Valentino sospeso dalla “Severino”, si attendono commenti dal PD

Il Prefetto di Benevento Raffaela Moscarella ha applicato la Legge Severino e ha sospeso Carmine Valentino dalla carica di consigliere comunale di Sant’Agata de Goti e di consigliere provinciale. Il provvedimento è stato trasmesso al Presidente del Consiglio provinciale e a quello del Consiglio comunale di Sant’Agata ai fini della notifica ai consiglieri comunali e provinciali. Una fine annunciata, un epilogo scontato ma che, probabilmente si attendeva in tempi più diradati. E invece, la Legge Severino, il decreto legislativo 31 dicembre 2012 n.235, è arrivato a strettissimo giro di posta e ha operato ciò che probabilmente sia il partito democratico che lo stesso Valentino avrebbero potuto anticipare.

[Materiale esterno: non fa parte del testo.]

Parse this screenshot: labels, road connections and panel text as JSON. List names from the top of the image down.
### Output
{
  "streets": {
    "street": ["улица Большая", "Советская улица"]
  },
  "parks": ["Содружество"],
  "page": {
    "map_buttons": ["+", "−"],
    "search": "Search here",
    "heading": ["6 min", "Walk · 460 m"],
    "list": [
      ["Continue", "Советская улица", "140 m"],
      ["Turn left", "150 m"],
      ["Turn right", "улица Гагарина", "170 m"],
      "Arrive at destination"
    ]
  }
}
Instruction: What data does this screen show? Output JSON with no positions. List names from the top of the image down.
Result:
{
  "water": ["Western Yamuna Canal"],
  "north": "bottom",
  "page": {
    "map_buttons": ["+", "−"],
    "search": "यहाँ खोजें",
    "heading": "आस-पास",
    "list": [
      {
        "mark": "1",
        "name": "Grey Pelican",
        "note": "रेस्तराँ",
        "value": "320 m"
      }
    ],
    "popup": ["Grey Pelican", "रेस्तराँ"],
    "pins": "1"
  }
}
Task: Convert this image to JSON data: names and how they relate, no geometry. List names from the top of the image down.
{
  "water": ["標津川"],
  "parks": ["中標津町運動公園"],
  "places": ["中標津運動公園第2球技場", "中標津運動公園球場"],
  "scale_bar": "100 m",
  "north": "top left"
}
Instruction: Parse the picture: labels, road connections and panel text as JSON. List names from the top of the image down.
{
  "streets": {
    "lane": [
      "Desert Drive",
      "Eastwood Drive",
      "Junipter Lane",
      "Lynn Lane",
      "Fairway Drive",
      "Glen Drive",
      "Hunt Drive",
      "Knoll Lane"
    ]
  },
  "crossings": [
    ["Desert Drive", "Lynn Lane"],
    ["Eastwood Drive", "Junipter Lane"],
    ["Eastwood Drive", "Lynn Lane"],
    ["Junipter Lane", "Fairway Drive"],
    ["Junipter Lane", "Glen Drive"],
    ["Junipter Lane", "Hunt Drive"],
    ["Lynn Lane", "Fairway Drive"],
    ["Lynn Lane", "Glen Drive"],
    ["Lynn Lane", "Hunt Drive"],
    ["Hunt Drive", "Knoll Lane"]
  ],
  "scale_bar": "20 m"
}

Una condotta, quella dem, quasi incomprensibile. Nessun comunicato ufficiale della sentenza di condanna, nessuna nota di solidarietà umana al diretto interessato ma al contempo di presa d’atto politica vista la contingenza. Il partito s’è chiuso in un silenzio impenetrabile. Le tre note ufficiali di tutto hanno discettato tranne che della vicenda Valentino, compresa quella della segreteria politica del partito nell’ambito della quale però è stato lo stesso Valentino a presentare, lo scorso 14 luglio, le dimissioni da membro dell’organismo.
Ora arriva la rimozione coatta che apre la strada della Rocca probabilmente a Floriana Fioretti, entro 10 giorni si deve convocare il consiglio per la surroga, che aveva masticato amaro nel momento in cui non fu presa in considerazione la sua candidatura ma la cui fedeltà al decarismo, come quella della Varricchio, non dovrebbe essere in discussione quando si andrà a votare domenica 26.